The detractors are many, among them the government of Gibraltar, a British territory. As it stands, Gibraltar is a hub for gambling businesses around the world, many of whom base their companies on the island. Gibraltar leaders have expressed dismay at the possibility of losing many business residents to the UK, despite those like William Hill vowing to remain on Gibraltar and not relocate to the UK. Most companies have yet to weigh in on the most economically beneficial decisions, however.

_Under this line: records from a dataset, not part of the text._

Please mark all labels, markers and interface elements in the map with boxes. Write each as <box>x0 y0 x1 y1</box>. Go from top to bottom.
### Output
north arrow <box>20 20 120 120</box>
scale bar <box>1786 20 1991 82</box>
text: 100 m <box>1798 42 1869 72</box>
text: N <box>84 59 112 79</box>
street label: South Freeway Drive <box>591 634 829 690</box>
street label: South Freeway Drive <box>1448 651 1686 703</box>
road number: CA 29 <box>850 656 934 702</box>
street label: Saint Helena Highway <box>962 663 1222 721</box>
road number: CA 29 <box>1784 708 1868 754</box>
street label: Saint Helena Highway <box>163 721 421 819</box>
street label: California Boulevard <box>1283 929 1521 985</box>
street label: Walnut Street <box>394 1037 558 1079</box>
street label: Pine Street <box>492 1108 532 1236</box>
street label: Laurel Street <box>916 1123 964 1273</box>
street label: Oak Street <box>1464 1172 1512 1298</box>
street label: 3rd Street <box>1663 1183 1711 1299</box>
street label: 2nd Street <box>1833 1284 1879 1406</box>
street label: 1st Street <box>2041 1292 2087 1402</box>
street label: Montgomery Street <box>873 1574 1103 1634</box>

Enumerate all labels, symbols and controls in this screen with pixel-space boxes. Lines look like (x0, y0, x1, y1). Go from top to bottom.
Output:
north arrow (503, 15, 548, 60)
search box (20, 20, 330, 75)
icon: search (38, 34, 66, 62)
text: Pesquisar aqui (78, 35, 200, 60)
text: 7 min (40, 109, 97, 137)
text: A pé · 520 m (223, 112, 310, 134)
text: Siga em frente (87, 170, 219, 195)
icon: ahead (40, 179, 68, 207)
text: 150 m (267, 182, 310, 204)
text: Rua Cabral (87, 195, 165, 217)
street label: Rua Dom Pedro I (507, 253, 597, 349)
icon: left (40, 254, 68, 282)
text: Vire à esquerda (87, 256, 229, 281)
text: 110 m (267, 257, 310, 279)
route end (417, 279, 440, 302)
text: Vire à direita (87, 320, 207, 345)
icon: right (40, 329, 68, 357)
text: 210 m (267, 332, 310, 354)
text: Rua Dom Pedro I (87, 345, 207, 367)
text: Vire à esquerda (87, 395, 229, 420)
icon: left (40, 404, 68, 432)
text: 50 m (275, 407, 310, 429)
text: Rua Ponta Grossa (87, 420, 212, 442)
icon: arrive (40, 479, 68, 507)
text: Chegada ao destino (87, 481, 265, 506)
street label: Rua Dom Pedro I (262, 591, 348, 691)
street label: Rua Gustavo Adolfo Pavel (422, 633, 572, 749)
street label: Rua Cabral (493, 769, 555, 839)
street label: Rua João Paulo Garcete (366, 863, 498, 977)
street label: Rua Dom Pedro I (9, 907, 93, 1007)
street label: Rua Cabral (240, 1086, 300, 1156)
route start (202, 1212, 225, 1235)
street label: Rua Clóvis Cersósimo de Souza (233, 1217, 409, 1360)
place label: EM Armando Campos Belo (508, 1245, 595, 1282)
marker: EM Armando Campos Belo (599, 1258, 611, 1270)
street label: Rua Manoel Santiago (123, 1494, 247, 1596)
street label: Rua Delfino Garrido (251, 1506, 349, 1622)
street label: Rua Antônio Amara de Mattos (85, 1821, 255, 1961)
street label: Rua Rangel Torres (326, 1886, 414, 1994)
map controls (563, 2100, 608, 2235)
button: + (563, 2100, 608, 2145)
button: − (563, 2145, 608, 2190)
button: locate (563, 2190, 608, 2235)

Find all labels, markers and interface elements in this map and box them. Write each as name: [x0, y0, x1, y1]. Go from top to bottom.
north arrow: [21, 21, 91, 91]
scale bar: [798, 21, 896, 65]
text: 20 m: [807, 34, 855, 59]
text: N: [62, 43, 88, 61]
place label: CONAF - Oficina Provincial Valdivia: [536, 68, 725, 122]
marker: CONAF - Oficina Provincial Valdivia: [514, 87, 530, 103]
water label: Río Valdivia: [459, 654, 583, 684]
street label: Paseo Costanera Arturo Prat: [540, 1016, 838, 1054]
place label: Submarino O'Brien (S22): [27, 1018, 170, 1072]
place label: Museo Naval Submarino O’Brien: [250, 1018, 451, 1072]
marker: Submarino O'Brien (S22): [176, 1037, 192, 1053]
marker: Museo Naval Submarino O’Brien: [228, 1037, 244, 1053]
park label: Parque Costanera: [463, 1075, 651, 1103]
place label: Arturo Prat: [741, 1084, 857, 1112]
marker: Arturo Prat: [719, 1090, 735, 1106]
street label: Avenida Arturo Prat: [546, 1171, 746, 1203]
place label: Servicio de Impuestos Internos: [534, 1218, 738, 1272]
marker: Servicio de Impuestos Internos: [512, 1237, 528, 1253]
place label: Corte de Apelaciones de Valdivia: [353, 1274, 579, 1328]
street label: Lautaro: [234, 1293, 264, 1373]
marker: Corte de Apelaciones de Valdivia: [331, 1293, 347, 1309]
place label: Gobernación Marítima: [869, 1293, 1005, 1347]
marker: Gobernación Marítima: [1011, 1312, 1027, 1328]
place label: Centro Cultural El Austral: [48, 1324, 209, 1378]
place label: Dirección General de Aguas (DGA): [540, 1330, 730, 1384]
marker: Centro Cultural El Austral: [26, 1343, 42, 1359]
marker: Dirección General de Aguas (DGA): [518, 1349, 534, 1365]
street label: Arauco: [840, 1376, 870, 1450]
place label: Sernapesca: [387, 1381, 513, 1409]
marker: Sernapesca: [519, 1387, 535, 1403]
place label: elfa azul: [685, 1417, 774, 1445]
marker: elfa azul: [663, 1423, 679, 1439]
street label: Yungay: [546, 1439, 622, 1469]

Some in the UK have been vocal about fears that the 15 percent tax is simply too high, saying many companies will not participate. Those that do may be forced to raise rake in order to cover costs, which may drive customers to unlicensed offshore-based companies for their online gambling and betting needs. In addition, the cost of monitoring the sites, assessing fees, and attempting to blacklist advertisements and access to unlicensed businesses may be excessive.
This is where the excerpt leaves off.